Task to complete — Look through the lines below and copy each one that includes "column".

Information provided —
╭──

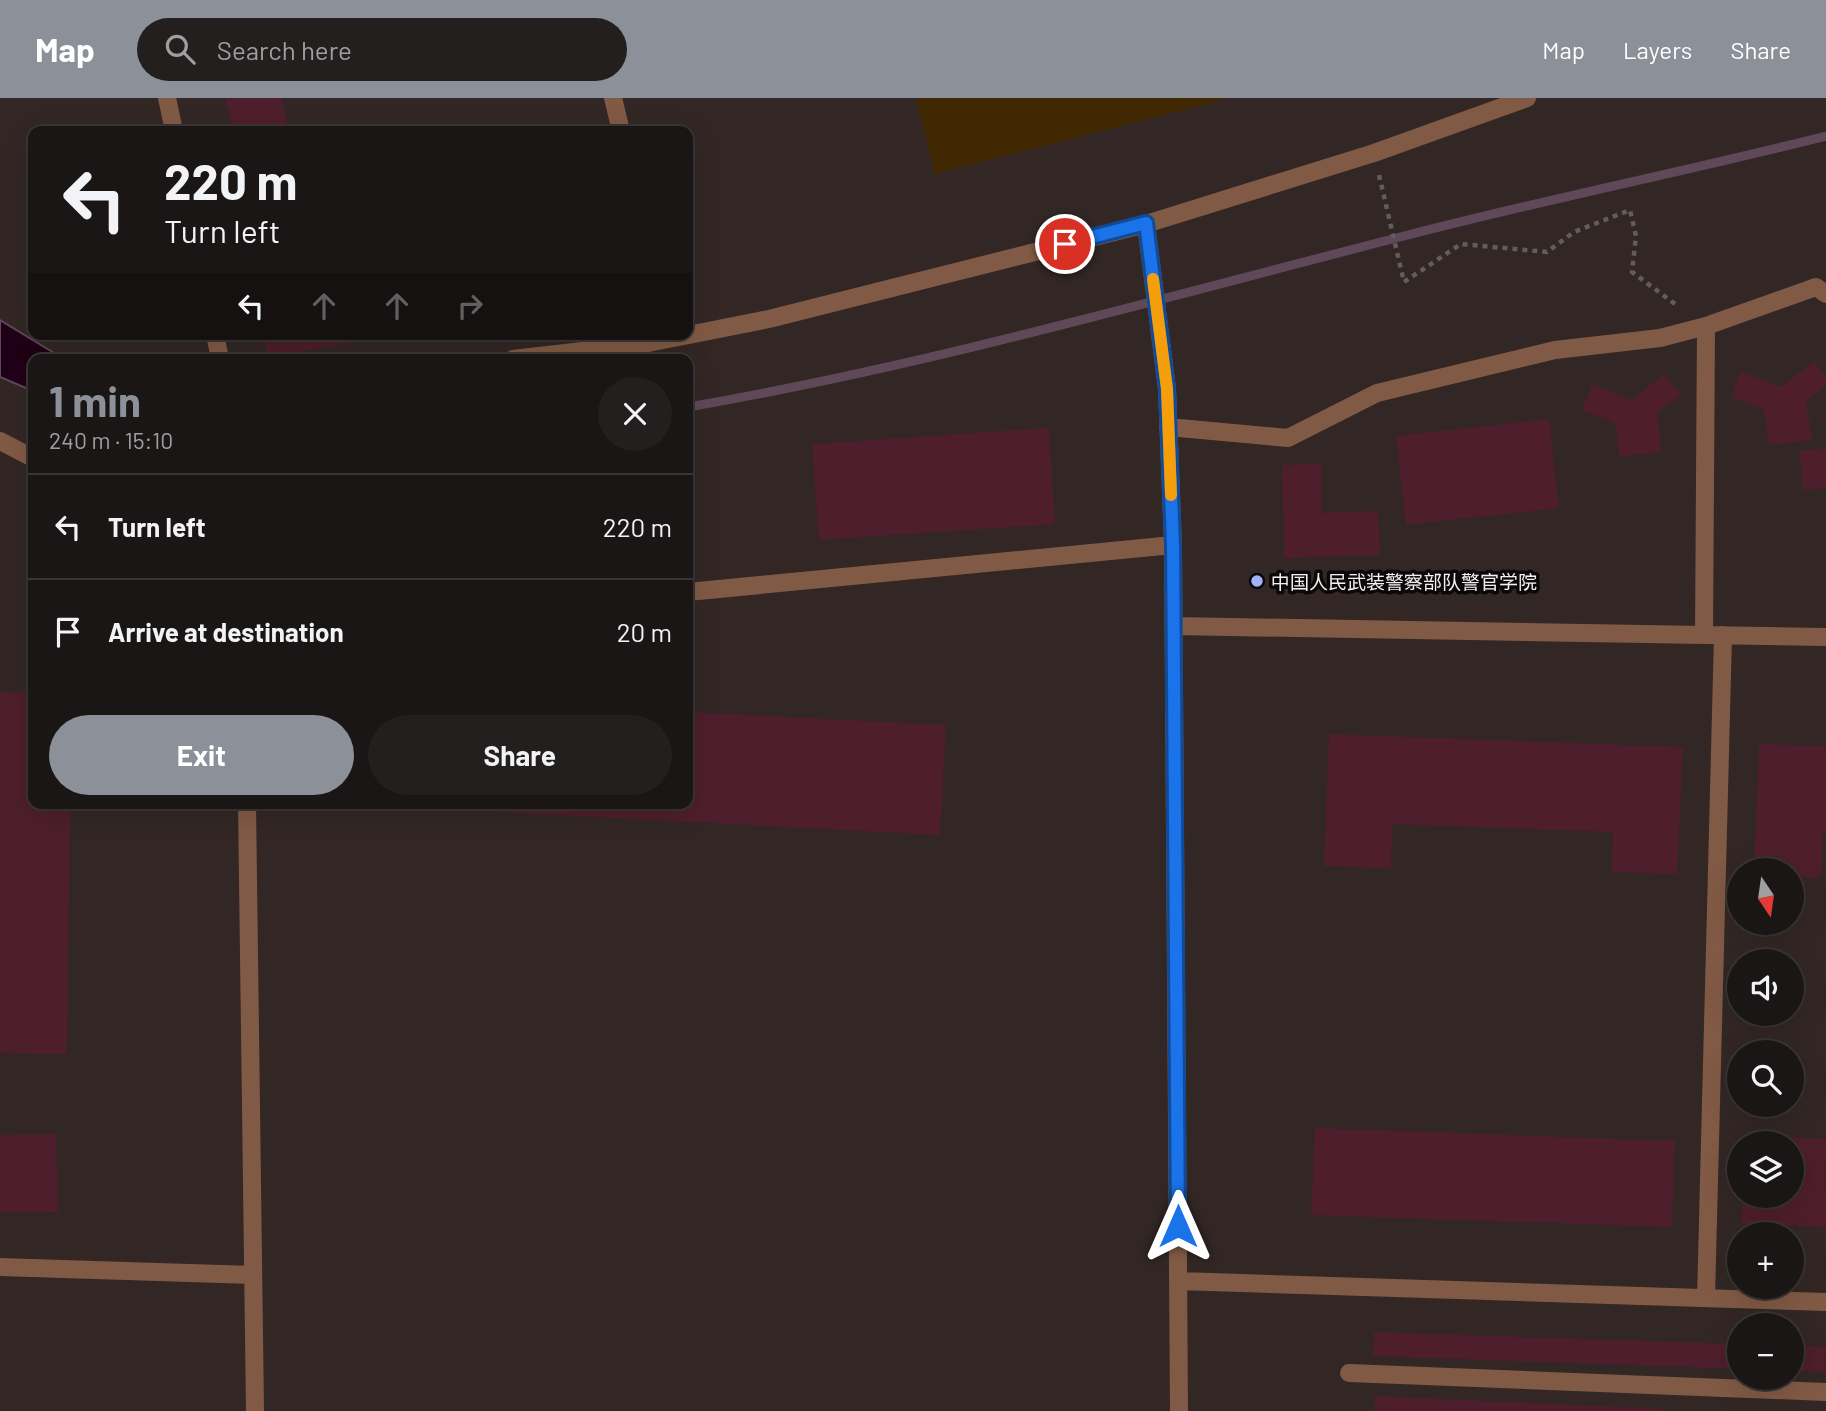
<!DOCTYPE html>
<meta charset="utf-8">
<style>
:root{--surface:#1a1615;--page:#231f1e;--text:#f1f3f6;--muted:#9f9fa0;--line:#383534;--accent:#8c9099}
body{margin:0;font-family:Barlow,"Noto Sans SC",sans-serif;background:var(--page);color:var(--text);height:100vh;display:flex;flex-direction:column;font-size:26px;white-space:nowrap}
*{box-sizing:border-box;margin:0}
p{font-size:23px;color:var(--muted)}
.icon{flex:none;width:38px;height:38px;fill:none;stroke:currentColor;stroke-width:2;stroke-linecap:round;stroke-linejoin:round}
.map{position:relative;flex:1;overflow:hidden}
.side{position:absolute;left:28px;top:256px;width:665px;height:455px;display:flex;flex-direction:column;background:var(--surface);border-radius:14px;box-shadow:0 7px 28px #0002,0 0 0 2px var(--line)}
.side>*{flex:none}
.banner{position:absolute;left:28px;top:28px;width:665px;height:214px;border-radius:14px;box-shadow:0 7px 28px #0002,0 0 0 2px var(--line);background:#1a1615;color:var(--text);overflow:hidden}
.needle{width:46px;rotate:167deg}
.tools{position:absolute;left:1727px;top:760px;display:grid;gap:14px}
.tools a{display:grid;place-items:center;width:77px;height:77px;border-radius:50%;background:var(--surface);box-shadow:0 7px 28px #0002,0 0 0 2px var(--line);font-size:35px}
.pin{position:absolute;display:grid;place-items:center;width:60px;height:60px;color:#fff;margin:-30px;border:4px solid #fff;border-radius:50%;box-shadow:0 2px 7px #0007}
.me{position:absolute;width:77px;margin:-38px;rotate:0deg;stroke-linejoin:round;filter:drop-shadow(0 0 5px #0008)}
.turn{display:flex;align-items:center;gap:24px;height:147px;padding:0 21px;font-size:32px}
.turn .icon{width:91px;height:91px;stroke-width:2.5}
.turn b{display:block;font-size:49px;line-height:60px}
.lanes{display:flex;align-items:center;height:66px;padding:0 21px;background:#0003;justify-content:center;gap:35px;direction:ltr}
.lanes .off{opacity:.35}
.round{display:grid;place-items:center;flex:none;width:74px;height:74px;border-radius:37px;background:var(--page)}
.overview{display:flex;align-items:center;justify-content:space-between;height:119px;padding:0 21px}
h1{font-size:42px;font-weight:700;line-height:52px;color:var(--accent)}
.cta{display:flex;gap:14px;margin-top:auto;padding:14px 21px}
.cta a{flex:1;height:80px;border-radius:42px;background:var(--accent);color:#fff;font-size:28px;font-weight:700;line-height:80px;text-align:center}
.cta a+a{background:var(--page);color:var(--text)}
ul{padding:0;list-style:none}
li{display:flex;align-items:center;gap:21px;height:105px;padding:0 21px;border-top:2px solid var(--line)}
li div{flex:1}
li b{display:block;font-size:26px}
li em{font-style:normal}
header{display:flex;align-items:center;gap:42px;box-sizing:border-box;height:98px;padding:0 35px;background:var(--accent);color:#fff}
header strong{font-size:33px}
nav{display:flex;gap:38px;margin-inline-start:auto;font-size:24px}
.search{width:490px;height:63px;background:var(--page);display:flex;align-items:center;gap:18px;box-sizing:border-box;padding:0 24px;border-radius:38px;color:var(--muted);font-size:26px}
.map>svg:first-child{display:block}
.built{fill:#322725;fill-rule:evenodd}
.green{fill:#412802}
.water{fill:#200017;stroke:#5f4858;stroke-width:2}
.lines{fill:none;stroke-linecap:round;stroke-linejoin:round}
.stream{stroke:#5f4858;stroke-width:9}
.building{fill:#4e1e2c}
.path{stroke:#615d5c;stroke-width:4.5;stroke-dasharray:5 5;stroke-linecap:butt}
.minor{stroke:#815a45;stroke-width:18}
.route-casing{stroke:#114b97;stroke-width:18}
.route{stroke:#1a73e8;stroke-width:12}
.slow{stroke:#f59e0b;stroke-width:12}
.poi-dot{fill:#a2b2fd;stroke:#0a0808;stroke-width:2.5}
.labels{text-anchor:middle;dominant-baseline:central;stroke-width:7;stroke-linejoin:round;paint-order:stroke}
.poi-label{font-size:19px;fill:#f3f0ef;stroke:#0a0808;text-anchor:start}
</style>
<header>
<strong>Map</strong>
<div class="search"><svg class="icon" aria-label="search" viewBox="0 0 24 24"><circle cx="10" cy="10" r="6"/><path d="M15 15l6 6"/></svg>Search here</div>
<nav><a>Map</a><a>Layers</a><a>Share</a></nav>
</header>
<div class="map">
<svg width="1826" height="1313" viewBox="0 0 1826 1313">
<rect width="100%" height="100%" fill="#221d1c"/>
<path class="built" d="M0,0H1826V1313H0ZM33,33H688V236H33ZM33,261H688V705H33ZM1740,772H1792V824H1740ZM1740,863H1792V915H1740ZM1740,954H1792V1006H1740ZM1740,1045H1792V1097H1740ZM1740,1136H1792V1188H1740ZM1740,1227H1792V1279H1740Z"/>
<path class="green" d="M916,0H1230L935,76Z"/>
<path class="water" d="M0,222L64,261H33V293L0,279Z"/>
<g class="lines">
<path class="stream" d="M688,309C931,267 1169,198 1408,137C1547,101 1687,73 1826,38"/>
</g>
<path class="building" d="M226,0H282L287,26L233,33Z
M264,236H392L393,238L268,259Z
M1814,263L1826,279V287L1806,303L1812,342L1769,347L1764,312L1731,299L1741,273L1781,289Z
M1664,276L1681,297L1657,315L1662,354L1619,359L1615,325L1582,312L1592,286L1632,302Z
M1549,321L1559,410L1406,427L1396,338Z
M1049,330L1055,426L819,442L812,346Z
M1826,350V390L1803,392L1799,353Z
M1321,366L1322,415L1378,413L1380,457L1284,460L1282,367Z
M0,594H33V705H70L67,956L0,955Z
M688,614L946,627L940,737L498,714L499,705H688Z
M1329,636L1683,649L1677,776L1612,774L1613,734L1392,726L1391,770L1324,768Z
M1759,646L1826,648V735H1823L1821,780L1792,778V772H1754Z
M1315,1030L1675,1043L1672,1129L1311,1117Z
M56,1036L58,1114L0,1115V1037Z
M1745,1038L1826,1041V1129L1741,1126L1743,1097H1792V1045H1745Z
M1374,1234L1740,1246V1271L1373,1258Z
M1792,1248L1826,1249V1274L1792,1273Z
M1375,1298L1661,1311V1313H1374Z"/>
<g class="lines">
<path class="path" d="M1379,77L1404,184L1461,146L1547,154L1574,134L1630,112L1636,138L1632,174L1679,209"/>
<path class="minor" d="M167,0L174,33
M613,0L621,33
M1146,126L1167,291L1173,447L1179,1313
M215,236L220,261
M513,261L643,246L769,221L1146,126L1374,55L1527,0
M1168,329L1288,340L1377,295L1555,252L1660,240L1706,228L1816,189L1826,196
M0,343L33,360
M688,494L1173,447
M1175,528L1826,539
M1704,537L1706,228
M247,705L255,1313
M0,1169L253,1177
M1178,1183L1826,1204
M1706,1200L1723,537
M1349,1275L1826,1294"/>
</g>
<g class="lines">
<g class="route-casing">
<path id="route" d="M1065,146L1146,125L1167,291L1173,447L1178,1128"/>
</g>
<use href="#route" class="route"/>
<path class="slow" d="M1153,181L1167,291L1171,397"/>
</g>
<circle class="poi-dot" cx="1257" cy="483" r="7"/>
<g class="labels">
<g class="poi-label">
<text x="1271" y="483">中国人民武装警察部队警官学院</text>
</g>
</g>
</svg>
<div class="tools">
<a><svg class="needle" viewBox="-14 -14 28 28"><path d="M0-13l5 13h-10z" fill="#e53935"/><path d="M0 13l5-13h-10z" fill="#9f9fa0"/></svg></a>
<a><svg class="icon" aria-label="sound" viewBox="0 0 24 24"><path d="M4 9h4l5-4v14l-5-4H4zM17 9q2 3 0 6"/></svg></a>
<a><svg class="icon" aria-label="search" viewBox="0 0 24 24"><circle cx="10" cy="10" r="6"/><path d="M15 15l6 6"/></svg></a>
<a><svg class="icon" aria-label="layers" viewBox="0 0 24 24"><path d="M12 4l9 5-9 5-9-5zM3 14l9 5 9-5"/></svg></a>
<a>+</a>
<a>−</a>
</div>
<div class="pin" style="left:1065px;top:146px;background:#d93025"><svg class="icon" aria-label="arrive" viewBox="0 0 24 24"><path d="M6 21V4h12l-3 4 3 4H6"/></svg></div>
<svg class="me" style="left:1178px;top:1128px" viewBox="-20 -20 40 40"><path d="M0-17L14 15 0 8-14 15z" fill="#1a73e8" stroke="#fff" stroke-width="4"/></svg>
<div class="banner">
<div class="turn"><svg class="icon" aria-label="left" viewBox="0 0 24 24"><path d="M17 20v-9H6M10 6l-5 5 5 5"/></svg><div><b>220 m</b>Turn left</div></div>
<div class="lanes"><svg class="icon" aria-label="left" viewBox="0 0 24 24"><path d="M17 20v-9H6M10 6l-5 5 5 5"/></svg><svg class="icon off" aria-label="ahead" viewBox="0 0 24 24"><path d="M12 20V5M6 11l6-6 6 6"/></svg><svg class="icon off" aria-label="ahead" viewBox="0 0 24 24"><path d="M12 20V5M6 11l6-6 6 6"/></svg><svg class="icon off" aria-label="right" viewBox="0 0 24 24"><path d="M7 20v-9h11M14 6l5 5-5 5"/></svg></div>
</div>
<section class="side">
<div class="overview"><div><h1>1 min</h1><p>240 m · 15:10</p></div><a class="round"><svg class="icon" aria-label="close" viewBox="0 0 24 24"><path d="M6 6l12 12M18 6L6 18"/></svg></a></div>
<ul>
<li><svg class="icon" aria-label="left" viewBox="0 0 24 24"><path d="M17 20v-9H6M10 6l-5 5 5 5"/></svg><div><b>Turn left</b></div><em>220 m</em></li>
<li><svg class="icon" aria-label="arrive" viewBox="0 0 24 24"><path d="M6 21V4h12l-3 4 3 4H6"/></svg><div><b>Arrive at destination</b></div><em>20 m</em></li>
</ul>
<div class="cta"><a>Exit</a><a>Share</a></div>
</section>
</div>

╰──

Response below —
body{margin:0;font-family:Barlow,"Noto Sans SC",sans-serif;background:var(--page);color:var(--text);height:100vh;display:flex;flex-direction:column;font-size:26px;white-space:nowrap}
.side{position:absolute;left:28px;top:256px;width:665px;height:455px;display:flex;flex-direction:column;background:var(--surface);border-radius:14px;box-shadow:0 7px 28px #0002,0 0 0 2px var(--line)}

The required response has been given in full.